PROBLEM REQUIREMENTS: Search for the word "place" in the entries. Each line that holds it should be copied.

EXERCISE DATA:
# # # # #

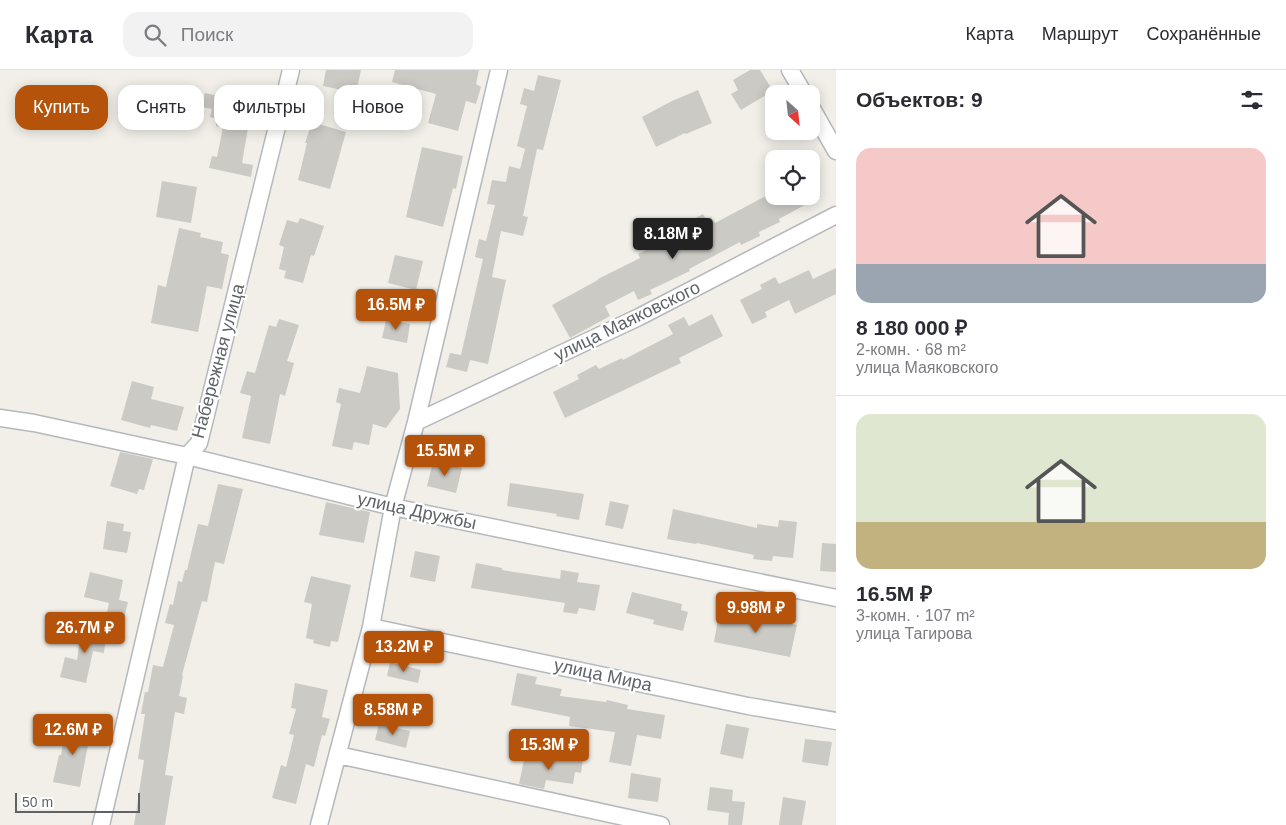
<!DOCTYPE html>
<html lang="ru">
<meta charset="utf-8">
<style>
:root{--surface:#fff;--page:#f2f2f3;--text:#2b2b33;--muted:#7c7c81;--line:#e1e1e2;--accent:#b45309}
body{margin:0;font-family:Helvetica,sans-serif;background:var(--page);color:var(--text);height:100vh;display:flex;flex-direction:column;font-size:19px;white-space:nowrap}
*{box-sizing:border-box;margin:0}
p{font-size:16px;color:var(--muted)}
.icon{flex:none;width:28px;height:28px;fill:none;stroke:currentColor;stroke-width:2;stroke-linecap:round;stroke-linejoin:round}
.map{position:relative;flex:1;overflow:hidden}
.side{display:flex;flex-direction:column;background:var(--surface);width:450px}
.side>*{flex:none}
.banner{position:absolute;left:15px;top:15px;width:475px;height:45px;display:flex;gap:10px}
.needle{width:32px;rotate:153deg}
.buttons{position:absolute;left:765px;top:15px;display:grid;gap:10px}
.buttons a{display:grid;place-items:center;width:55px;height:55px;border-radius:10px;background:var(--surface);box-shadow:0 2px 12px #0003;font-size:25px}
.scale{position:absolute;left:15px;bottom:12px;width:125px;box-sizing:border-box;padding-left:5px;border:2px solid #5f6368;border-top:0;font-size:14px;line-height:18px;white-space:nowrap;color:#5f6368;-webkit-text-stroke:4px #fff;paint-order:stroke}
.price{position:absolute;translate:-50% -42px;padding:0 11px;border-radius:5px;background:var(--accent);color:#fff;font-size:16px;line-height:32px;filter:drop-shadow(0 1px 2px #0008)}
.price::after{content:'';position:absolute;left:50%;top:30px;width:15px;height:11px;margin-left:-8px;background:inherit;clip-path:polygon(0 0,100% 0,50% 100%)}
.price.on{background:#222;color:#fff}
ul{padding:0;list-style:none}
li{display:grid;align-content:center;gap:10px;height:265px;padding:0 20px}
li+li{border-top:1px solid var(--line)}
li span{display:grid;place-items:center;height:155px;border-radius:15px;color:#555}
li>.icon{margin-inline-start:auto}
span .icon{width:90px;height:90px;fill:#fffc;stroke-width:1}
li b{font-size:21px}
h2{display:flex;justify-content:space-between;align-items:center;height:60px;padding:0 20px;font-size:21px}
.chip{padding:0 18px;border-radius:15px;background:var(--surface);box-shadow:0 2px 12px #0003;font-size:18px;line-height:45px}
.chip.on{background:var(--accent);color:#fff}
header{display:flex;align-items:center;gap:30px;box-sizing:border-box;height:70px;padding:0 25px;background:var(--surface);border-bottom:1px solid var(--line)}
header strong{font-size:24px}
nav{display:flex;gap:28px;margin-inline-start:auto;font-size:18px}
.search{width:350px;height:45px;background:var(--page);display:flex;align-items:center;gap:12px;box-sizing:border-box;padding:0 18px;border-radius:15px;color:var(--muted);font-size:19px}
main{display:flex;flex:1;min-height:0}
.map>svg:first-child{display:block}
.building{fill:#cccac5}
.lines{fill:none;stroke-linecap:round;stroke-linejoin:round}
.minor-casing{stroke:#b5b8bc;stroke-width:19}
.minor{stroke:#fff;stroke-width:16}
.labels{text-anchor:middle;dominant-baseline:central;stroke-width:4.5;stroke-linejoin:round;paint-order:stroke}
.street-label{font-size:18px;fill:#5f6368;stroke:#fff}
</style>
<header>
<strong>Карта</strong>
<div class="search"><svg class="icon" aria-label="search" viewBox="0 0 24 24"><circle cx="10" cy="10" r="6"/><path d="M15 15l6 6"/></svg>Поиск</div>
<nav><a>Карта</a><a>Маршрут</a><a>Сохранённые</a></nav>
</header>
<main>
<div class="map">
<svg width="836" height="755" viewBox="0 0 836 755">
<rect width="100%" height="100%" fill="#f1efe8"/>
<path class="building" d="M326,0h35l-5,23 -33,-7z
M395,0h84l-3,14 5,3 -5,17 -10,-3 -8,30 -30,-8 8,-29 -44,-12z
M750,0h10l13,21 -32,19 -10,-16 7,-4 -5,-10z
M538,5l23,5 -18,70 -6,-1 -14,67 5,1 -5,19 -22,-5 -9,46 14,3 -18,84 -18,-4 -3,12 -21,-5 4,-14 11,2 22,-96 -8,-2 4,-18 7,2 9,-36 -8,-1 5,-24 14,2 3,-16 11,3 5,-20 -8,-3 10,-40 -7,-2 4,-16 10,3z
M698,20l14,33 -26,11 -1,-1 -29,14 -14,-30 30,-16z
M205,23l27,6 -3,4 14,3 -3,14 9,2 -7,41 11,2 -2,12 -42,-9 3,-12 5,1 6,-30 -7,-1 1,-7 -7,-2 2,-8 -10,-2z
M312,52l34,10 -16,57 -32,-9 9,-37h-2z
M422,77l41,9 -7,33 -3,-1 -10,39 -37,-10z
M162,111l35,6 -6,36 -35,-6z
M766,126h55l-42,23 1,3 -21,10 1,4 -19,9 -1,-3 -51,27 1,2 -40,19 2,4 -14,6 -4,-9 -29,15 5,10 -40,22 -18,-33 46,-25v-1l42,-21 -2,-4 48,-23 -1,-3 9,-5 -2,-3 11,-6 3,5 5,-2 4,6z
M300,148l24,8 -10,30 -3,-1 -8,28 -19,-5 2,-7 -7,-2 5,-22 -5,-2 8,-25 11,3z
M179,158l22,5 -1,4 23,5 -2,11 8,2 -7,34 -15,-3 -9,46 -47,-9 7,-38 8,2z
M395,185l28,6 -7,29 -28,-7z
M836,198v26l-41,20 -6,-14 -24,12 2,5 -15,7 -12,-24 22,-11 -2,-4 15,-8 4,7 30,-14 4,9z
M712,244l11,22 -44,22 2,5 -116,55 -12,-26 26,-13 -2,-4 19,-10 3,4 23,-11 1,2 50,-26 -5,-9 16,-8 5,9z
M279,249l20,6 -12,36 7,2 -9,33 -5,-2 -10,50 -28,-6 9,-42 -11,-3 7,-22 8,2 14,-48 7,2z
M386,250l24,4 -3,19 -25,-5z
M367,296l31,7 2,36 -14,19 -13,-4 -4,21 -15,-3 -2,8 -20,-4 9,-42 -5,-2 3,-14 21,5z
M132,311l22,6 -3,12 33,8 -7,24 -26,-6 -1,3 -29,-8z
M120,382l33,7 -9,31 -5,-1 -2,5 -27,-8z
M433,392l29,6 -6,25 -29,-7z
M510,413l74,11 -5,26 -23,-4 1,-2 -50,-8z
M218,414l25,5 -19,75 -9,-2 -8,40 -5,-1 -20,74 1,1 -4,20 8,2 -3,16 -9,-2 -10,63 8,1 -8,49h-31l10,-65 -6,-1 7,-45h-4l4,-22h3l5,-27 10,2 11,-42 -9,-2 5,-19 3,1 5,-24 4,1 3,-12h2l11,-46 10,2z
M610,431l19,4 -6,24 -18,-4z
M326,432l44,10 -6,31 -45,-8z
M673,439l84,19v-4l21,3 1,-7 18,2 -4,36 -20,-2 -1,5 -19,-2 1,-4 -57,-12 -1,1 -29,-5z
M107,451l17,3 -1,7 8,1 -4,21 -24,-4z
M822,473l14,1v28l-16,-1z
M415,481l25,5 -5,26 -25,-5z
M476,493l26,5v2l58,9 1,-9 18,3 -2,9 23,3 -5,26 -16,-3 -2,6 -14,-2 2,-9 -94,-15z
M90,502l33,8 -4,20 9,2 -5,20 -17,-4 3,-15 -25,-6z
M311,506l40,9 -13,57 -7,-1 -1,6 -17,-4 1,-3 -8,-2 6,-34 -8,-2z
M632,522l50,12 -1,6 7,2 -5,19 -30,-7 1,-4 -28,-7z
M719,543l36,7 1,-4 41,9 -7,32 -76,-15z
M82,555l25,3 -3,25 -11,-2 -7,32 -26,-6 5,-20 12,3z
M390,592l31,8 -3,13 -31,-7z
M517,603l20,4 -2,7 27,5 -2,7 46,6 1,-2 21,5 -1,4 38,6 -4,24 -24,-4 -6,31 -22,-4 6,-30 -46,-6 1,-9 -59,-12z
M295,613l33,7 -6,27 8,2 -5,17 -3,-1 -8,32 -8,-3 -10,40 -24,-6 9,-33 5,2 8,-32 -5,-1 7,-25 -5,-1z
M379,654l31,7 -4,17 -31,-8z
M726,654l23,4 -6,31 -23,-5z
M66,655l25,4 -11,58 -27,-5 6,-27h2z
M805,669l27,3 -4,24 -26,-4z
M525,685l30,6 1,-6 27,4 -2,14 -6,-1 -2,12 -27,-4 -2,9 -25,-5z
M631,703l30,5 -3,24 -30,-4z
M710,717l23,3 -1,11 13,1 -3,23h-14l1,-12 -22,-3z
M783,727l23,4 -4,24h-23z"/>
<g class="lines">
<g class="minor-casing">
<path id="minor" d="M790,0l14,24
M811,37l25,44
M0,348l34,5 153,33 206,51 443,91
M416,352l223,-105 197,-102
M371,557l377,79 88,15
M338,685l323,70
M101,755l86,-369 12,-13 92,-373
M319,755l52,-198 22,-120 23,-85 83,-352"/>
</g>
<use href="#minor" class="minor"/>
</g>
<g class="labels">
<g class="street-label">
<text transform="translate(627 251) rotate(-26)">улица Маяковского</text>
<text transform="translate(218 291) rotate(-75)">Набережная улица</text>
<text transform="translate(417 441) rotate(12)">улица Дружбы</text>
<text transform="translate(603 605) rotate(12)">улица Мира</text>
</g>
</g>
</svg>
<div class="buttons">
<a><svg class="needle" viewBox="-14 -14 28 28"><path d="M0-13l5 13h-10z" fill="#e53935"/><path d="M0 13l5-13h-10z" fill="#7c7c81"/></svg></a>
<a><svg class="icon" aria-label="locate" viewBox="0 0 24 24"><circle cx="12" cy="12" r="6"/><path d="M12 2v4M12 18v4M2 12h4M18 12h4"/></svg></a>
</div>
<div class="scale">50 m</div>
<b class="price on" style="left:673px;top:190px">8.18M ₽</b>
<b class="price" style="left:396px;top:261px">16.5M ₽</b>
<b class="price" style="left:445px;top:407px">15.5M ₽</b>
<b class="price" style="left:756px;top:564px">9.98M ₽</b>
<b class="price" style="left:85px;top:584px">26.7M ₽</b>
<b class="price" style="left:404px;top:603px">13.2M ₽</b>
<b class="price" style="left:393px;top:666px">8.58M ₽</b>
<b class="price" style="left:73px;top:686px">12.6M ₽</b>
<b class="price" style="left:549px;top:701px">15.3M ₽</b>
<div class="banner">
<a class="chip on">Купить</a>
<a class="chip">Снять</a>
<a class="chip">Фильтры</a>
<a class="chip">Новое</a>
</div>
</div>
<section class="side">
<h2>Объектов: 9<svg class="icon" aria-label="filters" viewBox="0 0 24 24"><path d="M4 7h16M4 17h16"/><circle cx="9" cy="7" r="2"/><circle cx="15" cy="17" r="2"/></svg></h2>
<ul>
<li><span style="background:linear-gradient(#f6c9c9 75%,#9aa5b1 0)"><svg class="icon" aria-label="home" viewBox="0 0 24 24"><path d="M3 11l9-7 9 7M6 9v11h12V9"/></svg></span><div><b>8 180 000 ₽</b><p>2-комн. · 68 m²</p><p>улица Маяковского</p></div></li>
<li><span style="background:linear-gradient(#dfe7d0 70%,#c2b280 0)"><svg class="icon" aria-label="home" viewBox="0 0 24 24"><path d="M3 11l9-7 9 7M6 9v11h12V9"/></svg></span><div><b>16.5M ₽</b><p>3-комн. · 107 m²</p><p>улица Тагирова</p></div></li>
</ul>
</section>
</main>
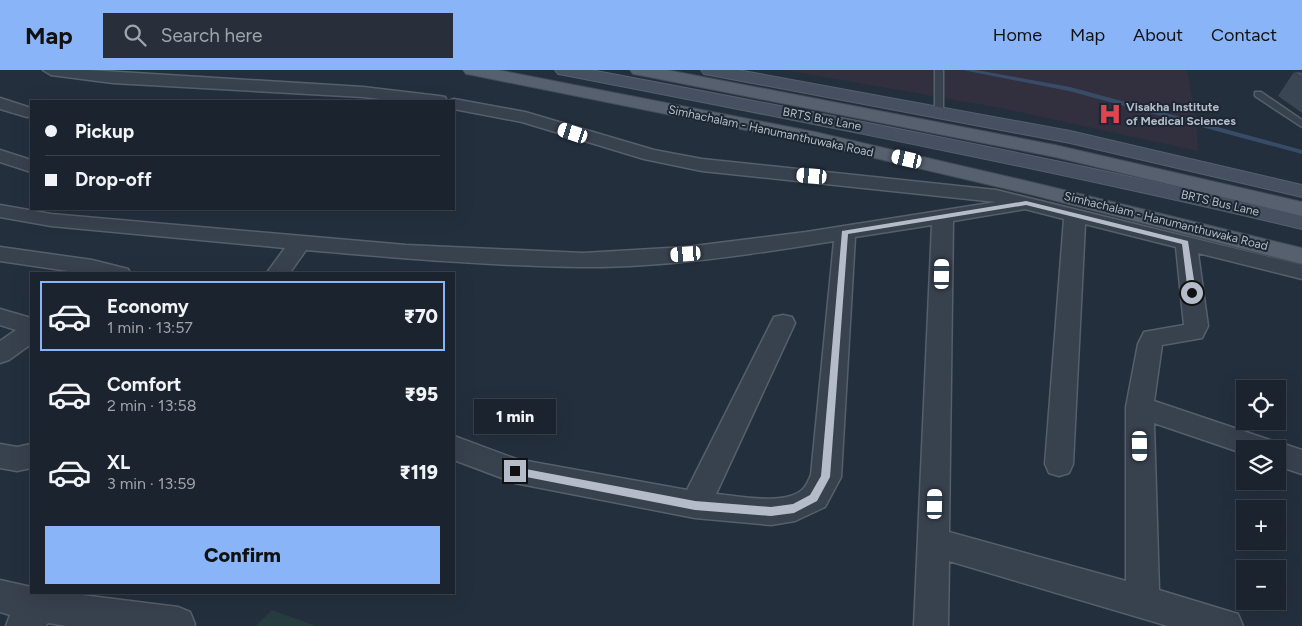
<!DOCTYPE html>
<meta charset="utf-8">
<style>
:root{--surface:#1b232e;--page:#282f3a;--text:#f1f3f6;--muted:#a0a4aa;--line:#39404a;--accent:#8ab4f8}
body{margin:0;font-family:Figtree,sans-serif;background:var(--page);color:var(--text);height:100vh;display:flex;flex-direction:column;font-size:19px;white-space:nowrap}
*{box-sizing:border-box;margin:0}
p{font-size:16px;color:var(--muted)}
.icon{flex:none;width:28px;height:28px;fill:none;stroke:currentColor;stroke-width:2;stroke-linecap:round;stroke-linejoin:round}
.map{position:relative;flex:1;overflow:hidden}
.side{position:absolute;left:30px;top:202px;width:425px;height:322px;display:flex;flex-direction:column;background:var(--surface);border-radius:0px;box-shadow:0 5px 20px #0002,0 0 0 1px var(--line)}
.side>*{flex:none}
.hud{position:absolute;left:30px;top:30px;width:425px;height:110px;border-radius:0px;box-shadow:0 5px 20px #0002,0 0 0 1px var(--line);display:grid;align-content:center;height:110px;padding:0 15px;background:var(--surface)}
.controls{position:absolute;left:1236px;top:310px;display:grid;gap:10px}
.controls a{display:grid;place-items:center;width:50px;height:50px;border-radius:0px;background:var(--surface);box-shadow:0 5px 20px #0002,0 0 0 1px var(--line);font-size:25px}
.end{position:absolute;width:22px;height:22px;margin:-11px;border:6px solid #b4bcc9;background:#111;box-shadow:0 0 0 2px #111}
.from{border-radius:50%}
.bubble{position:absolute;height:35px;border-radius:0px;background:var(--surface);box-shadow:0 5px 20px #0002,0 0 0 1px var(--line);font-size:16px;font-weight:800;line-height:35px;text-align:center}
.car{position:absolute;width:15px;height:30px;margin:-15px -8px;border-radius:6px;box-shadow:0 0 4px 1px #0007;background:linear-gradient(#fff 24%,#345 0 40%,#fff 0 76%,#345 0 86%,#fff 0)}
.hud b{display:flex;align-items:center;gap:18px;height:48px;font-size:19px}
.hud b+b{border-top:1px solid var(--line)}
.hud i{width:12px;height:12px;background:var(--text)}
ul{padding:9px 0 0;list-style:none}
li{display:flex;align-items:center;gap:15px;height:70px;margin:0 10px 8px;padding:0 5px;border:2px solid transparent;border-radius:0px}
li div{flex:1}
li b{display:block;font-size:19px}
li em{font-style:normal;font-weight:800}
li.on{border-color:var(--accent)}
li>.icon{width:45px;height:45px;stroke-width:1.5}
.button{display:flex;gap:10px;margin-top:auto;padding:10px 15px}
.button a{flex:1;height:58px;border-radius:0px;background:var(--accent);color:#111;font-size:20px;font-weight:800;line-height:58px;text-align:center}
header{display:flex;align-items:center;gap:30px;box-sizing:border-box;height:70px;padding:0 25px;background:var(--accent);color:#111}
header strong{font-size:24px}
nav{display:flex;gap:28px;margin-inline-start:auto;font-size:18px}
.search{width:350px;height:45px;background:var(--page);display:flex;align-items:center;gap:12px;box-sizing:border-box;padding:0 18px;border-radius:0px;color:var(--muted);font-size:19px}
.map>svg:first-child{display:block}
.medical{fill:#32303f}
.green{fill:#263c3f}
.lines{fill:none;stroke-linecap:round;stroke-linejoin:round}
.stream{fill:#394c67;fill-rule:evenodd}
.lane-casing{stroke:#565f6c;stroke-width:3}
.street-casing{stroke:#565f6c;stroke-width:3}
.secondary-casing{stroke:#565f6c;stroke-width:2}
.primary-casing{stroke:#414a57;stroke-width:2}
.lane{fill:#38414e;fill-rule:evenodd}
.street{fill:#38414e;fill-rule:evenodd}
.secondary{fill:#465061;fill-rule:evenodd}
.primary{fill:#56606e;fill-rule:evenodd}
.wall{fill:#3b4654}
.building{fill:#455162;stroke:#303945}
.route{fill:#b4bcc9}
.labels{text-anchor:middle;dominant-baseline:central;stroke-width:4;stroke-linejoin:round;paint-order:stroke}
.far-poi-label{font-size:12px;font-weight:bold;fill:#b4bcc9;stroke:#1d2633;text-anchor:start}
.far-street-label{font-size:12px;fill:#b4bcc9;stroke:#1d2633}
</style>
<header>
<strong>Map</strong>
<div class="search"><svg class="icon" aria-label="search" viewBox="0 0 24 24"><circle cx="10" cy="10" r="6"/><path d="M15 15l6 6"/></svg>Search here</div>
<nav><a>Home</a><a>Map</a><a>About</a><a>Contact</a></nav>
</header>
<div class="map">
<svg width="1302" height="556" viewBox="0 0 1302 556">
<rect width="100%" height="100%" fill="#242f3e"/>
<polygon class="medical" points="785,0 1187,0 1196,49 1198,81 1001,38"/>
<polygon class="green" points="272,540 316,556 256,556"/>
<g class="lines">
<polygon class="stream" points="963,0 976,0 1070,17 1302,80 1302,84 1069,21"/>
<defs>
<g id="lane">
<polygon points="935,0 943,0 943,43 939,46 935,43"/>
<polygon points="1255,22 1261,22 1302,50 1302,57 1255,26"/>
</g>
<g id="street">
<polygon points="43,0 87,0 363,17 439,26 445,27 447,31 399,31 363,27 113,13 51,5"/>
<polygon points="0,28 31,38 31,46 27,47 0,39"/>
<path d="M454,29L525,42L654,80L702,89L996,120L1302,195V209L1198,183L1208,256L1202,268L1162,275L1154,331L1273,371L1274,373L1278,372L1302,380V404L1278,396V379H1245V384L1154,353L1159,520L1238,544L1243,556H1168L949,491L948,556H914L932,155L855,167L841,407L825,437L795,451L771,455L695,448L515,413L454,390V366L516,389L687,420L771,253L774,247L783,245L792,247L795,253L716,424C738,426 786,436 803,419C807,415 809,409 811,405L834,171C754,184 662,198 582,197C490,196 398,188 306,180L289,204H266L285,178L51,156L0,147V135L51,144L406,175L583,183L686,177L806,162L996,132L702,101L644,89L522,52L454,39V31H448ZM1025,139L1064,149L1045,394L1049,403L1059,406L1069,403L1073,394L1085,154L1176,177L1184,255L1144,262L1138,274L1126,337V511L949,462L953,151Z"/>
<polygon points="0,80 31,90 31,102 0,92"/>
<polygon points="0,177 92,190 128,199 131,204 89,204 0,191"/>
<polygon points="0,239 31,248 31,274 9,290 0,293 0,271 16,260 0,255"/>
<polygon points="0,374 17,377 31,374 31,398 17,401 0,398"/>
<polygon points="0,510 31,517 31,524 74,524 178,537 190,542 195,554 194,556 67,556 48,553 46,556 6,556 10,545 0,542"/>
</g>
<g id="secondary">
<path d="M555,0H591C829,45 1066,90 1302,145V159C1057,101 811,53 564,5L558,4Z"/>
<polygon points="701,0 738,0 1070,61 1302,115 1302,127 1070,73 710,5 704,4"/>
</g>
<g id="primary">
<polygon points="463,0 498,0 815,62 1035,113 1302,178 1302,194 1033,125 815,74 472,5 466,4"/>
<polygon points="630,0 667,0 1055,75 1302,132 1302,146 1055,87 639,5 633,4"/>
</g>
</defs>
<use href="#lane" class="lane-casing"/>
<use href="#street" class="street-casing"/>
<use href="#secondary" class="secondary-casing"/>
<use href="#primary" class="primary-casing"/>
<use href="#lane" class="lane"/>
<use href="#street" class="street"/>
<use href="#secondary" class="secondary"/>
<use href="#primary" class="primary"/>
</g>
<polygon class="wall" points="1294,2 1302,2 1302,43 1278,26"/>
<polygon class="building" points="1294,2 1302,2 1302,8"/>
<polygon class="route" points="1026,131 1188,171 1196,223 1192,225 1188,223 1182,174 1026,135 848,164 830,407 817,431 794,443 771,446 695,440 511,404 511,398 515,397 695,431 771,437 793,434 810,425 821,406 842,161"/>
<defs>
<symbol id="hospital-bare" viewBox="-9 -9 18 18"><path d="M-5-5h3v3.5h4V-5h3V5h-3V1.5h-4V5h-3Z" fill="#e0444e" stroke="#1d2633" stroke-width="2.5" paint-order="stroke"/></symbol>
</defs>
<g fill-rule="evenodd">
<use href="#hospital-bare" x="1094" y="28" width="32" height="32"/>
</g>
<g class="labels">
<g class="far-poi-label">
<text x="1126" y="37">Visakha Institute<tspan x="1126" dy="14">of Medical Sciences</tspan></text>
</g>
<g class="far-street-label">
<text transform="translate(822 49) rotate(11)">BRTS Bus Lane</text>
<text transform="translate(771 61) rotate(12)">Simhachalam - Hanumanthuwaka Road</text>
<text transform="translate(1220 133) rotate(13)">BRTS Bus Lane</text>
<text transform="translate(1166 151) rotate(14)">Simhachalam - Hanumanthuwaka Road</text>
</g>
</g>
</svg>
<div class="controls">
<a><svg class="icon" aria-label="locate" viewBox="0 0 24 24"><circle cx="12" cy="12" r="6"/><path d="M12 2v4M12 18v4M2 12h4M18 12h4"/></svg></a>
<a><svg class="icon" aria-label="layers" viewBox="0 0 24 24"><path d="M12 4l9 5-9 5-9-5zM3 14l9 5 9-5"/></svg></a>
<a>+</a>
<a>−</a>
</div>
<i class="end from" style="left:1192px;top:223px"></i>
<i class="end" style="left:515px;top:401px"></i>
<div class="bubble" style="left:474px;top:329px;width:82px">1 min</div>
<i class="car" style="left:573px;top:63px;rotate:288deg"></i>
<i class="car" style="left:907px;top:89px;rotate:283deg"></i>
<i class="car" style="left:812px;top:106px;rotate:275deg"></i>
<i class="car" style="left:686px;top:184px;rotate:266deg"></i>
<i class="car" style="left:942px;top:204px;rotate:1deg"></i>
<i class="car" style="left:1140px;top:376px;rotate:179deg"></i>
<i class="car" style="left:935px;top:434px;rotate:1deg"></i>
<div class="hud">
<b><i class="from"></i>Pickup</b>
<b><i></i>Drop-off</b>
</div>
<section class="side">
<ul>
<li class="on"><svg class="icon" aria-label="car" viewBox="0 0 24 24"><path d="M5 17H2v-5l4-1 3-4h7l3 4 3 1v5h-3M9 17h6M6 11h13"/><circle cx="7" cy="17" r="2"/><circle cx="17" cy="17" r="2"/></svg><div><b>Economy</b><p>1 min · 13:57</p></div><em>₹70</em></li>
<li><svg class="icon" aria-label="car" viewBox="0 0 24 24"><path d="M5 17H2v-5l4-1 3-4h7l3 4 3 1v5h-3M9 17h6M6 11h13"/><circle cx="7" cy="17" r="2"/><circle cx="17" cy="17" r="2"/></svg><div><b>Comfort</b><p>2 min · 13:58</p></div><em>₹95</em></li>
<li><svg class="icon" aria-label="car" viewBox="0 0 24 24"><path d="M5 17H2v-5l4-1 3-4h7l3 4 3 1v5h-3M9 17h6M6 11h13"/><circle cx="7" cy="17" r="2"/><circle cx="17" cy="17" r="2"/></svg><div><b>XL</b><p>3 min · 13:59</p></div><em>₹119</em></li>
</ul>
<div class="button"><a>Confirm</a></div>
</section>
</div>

# # # # #

ANSWER FOR THE TASK:
.buttons a{display:grid;place-items:center;width:55px;height:55px;border-radius:10px;background:var(--surface);box-shadow:0 2px 12px #0003;font-size:25px}
li span{display:grid;place-items:center;height:155px;border-radius:15px;color:#555}
.controls a{display:grid;place-items:center;width:50px;height:50px;border-radius:0px;background:var(--surface);box-shadow:0 5px 20px #0002,0 0 0 1px var(--line);font-size:25px}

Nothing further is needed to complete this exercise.